__Work required__.
Restate the listing below exactly, images excluded.

__Given information__.
──────
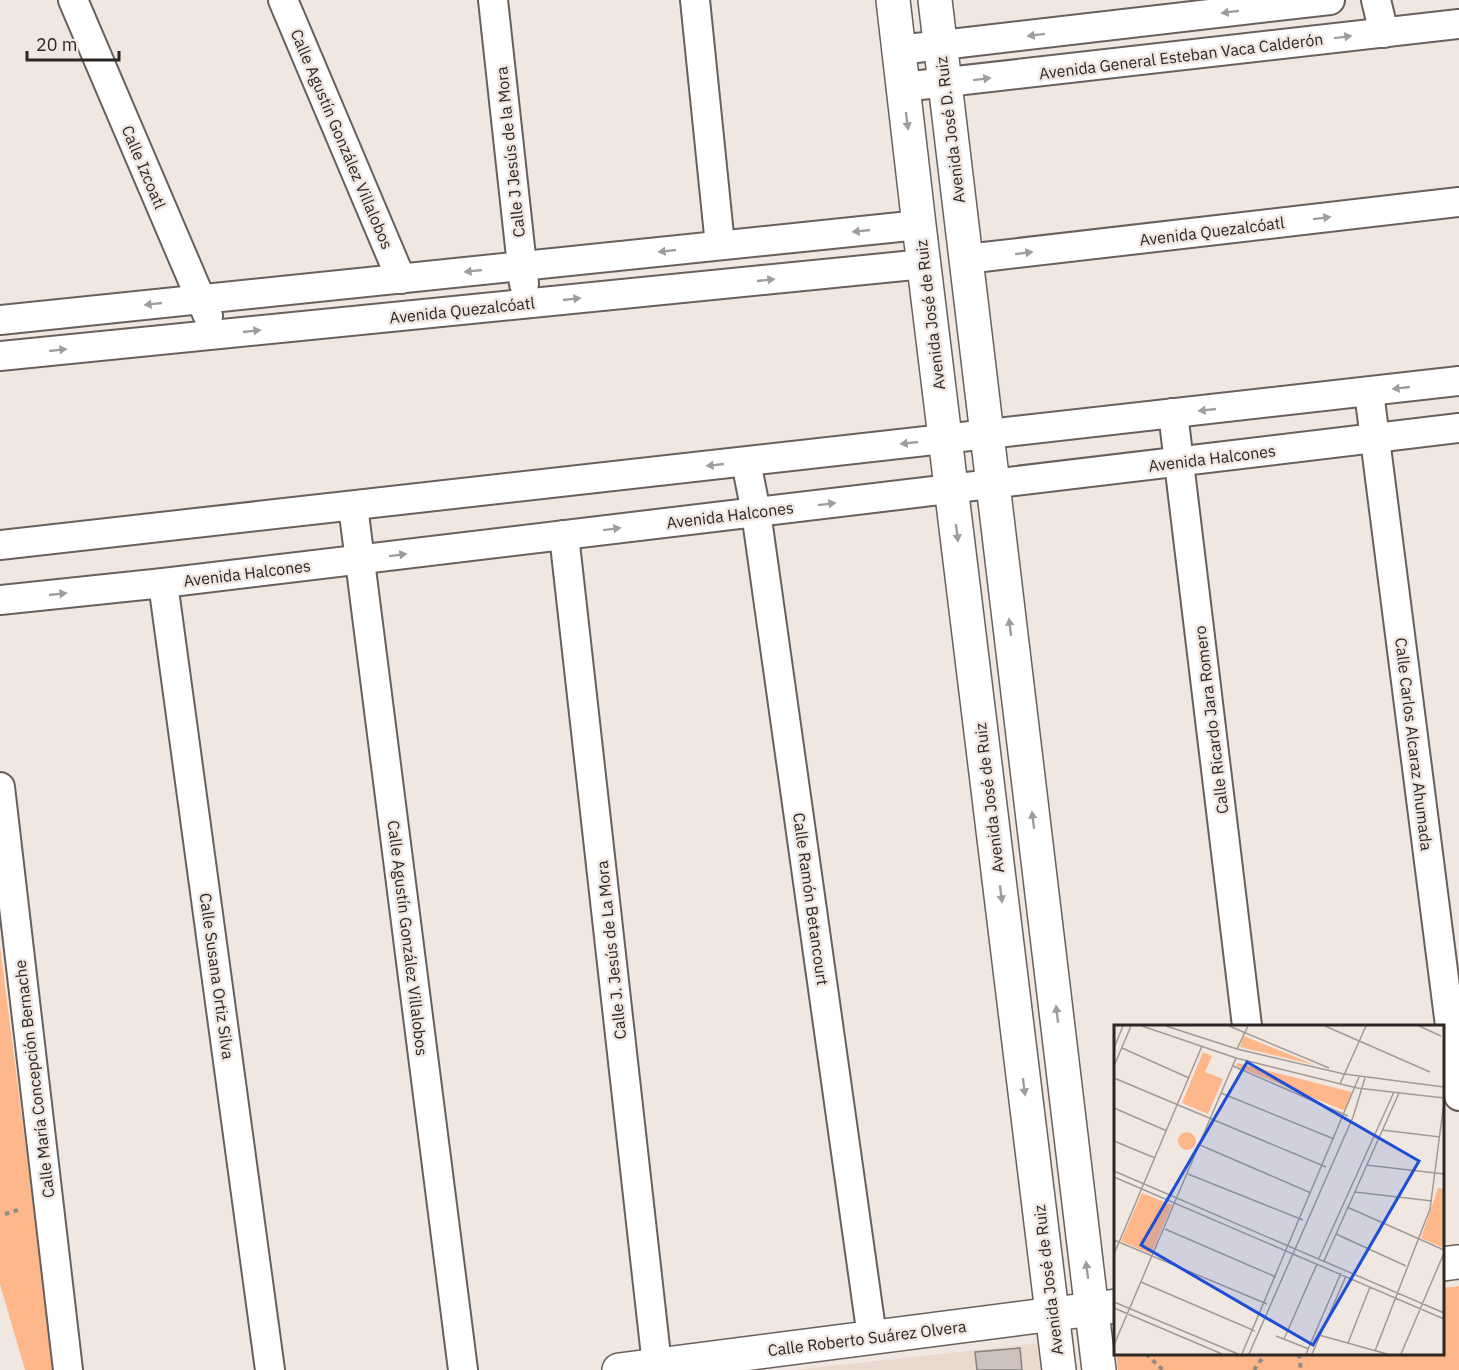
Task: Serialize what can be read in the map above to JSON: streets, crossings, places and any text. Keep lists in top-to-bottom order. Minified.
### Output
{"streets":{"street":["Avenida General Esteban Vaca Calderón","Avenida José D. Ruiz","Calle Agustín González Villalobos","Calle J Jesús de la Mora","Calle Izcoatl","Avenida Quezalcóatl","Avenida José de Ruiz","Avenida Halcones","Calle Ricardo Jara Romero","Calle Carlos Alcaraz Ahumada","Calle Ramón Betancourt","Calle J. Jesús de La Mora","Calle Susana Ortiz Silva","Calle María Concepción Bernache","Calle Roberto Suárez Olvera"]},"crossings":[["Avenida General Esteban Vaca Calderón","Avenida José D. Ruiz"],["Avenida José D. Ruiz","Avenida Quezalcóatl"],["Calle Agustín González Villalobos","Avenida Halcones"],["Calle J Jesús de la Mora","Avenida Quezalcóatl"],["Calle Izcoatl","Avenida Quezalcóatl"],["Avenida Quezalcóatl","Avenida José de Ruiz"],["Avenida José de Ruiz","Avenida Halcones"],["Avenida José de Ruiz","Calle Roberto Suárez Olvera"],["Avenida Halcones","Calle Ricardo Jara Romero"],["Avenida Halcones","Calle Carlos Alcaraz Ahumada"],["Avenida Halcones","Calle Ramón Betancourt"],["Avenida Halcones","Calle J. Jesús de La Mora"],["Avenida Halcones","Calle Susana Ortiz Silva"],["Calle Ramón Betancourt","Calle Roberto Suárez Olvera"],["Calle J. Jesús de La Mora","Calle Roberto Suárez Olvera"]],"scale_bar":"20 m"}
──────
__Problem solution__.
Task: Serialize what can be read in the map above to JSON: streets, crossings, places and any text. Keep lists in top-to-bottom order. Minified.
### Output
{"streets":{"street":["Avenida General Esteban Vaca Calderón","Avenida José D. Ruiz","Calle Agustín González Villalobos","Calle J Jesús de la Mora","Calle Izcoatl","Avenida Quezalcóatl","Avenida José de Ruiz","Avenida Halcones","Calle Ricardo Jara Romero","Calle Carlos Alcaraz Ahumada","Calle Ramón Betancourt","Calle J. Jesús de La Mora","Calle Susana Ortiz Silva","Calle María Concepción Bernache","Calle Roberto Suárez Olvera"]},"crossings":[["Avenida General Esteban Vaca Calderón","Avenida José D. Ruiz"],["Avenida José D. Ruiz","Avenida Quezalcóatl"],["Calle Agustín González Villalobos","Avenida Halcones"],["Calle J Jesús de la Mora","Avenida Quezalcóatl"],["Calle Izcoatl","Avenida Quezalcóatl"],["Avenida Quezalcóatl","Avenida José de Ruiz"],["Avenida José de Ruiz","Avenida Halcones"],["Avenida José de Ruiz","Calle Roberto Suárez Olvera"],["Avenida Halcones","Calle Ricardo Jara Romero"],["Avenida Halcones","Calle Carlos Alcaraz Ahumada"],["Avenida Halcones","Calle Ramón Betancourt"],["Avenida Halcones","Calle J. Jesús de La Mora"],["Avenida Halcones","Calle Susana Ortiz Silva"],["Calle Ramón Betancourt","Calle Roberto Suárez Olvera"],["Calle J. Jesús de La Mora","Calle Roberto Suárez Olvera"]],"scale_bar":"20 m"}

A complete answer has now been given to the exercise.